So, I needed some python code that would remove outliers from a list that contains 3-15 values that range from -1 to 1 (the # of values in the list varies with each iteration of my code).
For instance, if I had this list: [-0.7175272120817555, 0.9837397718584584, -0.36232204136099067, -0.49069507966635584, 0.24974696098557403, -0.0728351680016388, 0.054339948765399715, -0.657257432018868]
The obvious outlier to remove would be 0.98 (2nd value).

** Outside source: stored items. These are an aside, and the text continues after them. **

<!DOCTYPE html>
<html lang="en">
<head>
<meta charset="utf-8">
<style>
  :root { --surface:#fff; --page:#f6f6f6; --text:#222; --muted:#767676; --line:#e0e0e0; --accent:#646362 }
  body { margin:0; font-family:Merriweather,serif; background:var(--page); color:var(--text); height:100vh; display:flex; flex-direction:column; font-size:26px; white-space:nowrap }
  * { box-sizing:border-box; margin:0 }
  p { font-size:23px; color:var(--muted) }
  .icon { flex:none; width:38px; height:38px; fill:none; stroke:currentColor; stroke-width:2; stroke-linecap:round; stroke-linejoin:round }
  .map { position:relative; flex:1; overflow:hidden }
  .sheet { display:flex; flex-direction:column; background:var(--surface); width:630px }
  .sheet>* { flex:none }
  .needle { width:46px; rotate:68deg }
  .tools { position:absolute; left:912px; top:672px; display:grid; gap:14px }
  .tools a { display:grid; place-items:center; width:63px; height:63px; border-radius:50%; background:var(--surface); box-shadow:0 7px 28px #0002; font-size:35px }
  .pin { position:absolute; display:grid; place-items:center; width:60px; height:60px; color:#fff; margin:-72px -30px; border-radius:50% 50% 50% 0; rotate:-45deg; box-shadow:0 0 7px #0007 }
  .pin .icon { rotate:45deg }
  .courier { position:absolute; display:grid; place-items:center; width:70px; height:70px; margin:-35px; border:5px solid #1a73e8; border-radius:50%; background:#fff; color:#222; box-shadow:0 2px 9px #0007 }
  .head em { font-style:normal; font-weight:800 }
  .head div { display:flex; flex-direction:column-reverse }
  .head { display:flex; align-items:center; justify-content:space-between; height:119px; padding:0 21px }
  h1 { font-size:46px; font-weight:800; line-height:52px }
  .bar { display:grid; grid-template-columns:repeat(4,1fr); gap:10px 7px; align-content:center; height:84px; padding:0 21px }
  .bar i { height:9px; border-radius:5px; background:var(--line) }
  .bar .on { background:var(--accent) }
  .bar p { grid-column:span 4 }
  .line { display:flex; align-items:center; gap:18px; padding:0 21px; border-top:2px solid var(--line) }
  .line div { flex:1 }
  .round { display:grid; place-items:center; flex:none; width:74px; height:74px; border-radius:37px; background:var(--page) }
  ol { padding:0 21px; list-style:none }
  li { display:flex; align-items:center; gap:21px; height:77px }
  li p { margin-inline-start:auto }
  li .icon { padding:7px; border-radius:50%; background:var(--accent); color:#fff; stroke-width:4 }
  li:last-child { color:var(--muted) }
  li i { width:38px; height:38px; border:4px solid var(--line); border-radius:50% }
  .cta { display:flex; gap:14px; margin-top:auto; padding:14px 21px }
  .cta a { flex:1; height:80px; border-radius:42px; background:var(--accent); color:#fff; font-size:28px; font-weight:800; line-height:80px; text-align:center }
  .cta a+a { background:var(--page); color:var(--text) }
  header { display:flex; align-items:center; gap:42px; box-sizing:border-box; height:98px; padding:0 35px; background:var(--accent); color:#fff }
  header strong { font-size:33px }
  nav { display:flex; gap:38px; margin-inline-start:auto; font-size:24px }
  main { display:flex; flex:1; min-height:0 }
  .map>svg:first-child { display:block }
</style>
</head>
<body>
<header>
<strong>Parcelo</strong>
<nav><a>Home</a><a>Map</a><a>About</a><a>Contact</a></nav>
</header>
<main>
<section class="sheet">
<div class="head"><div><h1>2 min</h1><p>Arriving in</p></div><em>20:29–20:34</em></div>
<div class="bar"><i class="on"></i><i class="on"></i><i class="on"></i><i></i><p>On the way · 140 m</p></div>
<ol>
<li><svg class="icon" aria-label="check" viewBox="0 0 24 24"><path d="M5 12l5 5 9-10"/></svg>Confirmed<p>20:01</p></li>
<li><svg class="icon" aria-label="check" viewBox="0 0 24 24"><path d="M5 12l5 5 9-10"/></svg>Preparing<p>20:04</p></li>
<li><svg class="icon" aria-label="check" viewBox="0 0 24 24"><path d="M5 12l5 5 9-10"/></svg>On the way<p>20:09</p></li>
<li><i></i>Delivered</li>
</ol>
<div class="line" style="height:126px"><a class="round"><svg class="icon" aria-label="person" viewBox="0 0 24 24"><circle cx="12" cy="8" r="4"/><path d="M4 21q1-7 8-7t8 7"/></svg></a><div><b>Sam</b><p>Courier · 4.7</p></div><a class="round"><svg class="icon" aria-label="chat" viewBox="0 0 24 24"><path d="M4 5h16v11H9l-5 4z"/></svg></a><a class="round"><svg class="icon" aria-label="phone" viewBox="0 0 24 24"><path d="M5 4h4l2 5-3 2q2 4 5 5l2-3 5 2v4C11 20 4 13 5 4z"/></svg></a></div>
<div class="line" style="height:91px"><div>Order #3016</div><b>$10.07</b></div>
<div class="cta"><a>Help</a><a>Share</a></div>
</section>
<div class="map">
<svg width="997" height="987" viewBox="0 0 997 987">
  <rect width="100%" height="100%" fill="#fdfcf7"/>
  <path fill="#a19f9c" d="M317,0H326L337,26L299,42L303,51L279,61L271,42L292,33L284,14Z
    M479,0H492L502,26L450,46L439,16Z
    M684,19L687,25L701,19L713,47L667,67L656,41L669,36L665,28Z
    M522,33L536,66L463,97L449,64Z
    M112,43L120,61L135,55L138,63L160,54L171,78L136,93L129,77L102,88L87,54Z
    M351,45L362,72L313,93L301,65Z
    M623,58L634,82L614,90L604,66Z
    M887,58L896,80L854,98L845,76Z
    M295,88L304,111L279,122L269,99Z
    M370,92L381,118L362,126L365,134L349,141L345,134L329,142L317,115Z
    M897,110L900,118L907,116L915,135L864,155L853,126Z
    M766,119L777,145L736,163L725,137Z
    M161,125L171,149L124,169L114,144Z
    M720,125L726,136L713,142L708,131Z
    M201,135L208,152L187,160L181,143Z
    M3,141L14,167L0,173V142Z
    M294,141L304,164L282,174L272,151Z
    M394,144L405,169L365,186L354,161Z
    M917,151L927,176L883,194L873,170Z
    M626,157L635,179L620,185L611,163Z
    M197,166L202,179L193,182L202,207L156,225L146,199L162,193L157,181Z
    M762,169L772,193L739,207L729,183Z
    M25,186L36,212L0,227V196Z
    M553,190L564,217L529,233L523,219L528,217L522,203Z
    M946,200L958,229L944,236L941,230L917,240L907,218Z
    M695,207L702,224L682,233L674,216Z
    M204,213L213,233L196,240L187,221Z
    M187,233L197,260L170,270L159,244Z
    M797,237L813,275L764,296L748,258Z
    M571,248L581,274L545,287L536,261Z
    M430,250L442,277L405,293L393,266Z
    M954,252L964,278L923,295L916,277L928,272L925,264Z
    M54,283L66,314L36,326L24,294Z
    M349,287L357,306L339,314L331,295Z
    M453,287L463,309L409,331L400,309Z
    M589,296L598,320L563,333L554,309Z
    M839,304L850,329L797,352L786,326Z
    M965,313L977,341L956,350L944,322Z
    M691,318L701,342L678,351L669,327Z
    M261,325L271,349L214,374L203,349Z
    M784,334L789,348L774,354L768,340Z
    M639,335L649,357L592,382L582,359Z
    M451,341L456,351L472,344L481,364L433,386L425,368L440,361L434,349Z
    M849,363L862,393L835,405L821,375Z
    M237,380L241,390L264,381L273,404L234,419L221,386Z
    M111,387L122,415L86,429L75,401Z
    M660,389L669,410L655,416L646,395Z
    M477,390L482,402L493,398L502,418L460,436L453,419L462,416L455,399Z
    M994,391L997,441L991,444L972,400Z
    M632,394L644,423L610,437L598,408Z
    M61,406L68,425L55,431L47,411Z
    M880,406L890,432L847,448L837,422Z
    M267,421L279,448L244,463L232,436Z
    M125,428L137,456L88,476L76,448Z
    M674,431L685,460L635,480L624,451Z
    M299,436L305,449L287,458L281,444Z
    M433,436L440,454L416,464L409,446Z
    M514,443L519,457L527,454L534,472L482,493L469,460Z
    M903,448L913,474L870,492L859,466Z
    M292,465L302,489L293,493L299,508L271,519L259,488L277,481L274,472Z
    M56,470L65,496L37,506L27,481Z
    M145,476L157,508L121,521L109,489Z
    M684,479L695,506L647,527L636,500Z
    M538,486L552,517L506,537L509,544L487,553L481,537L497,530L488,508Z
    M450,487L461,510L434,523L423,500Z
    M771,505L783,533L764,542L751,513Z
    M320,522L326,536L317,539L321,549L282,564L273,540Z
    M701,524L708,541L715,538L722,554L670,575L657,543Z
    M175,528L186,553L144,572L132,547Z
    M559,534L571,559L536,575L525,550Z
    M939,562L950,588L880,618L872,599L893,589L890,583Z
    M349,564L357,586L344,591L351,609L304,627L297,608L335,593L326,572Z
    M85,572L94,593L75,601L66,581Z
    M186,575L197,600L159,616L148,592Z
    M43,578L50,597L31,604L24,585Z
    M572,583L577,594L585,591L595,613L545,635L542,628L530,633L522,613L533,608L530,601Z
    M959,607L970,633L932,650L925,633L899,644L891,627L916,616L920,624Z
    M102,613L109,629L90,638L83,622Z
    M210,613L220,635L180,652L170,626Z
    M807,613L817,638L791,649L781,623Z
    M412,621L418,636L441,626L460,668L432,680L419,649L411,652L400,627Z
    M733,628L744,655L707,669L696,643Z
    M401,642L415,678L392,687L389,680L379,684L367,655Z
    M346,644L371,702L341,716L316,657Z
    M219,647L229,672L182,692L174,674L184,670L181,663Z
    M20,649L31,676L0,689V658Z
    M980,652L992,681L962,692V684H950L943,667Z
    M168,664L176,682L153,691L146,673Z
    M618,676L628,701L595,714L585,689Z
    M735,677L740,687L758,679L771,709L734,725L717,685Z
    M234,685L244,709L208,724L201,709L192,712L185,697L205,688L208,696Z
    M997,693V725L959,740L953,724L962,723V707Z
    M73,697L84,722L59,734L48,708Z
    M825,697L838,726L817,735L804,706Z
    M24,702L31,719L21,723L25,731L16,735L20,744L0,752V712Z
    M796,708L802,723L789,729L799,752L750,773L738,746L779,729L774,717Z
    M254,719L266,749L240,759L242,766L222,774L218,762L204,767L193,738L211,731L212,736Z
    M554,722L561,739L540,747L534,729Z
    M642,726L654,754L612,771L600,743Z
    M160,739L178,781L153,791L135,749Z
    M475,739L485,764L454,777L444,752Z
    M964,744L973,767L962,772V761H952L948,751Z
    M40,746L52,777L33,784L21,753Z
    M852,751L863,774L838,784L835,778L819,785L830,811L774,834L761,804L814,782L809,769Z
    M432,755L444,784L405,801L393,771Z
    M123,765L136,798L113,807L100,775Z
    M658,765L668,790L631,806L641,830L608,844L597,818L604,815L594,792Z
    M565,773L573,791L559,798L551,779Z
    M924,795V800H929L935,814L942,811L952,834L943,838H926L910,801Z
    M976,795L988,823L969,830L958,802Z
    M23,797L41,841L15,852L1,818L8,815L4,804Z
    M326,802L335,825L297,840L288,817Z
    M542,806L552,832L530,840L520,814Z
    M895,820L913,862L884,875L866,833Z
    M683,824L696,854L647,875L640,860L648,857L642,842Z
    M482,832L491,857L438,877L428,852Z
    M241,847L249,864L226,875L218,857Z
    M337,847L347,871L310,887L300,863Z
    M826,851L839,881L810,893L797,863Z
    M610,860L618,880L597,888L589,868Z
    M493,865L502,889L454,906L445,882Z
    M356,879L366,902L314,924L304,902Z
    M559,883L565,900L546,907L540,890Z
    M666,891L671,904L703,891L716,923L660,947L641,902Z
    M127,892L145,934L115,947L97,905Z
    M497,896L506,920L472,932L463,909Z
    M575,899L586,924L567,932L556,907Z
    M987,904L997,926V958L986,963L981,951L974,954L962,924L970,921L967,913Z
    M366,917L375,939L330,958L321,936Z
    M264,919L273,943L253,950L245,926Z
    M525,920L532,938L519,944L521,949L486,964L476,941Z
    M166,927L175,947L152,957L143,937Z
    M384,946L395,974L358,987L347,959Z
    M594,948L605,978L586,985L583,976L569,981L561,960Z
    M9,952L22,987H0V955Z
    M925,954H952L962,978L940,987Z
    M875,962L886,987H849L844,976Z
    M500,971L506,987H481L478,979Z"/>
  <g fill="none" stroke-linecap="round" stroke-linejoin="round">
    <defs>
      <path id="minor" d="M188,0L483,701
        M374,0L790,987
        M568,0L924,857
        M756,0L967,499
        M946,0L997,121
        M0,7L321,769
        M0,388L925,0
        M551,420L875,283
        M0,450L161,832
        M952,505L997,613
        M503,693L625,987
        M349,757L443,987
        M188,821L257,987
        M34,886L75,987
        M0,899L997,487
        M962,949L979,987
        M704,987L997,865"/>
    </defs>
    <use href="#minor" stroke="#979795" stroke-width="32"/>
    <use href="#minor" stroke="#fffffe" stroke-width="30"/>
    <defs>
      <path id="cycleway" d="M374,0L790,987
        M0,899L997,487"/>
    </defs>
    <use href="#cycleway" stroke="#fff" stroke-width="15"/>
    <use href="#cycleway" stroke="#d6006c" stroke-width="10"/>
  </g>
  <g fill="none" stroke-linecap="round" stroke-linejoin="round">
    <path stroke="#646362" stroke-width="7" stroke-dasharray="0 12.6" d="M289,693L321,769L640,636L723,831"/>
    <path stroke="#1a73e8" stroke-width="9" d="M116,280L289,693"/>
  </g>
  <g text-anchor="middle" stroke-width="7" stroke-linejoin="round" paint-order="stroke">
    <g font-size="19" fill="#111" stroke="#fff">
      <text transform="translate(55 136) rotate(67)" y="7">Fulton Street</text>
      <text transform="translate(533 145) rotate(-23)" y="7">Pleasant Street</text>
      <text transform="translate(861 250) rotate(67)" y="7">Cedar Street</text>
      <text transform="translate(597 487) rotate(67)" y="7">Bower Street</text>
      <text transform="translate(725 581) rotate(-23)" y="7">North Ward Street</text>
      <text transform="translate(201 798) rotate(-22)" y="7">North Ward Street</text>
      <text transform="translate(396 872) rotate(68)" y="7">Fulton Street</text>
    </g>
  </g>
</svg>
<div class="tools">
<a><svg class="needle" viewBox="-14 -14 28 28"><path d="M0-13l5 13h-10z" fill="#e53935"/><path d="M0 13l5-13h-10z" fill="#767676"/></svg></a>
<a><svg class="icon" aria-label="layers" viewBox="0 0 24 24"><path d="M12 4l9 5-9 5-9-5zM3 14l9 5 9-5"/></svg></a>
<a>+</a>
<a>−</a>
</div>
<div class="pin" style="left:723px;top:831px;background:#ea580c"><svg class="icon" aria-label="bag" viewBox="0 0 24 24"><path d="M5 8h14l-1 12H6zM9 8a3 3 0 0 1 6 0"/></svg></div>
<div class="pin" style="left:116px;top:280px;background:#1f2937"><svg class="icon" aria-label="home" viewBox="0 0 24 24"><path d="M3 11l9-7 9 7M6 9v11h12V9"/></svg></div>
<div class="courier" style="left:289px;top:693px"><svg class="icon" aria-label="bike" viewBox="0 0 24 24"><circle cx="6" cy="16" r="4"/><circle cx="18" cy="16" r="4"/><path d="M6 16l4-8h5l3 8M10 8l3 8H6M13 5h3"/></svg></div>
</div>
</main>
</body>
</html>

So, I found this code as an answer to a similar question:
def reject_outliers(data, m=6):
data=np.array(data)
d = np.abs(data - np.median(data))
mdev = np.median(d)
s = d / (mdev if mdev else 1.)
if data[s<m].tolist() == []:
return data
else:
return data[s < m].tolist()
My question is I'm not sure what changing "m" does to the output of this function. I know that as you lower "m", more values are counted as outliers. But, I want to understand this function like I understand z scores (for instance, I know a z score of 3 refers to 3 standard deviations). So, my question is what does "m" represent, statistically or in terms of standard deviations?
These are some other specific questions I have about the function: Why is the median being calculated twice (first of "data" variable and then again for "d"? And what is the purpose of "mdev if mdev else 1."? Lastly, what does "s" represent and why is the cut off s < m? Thank you! Sorry my stats background isn't too great (I'm currently enrolled in an intro to stats course).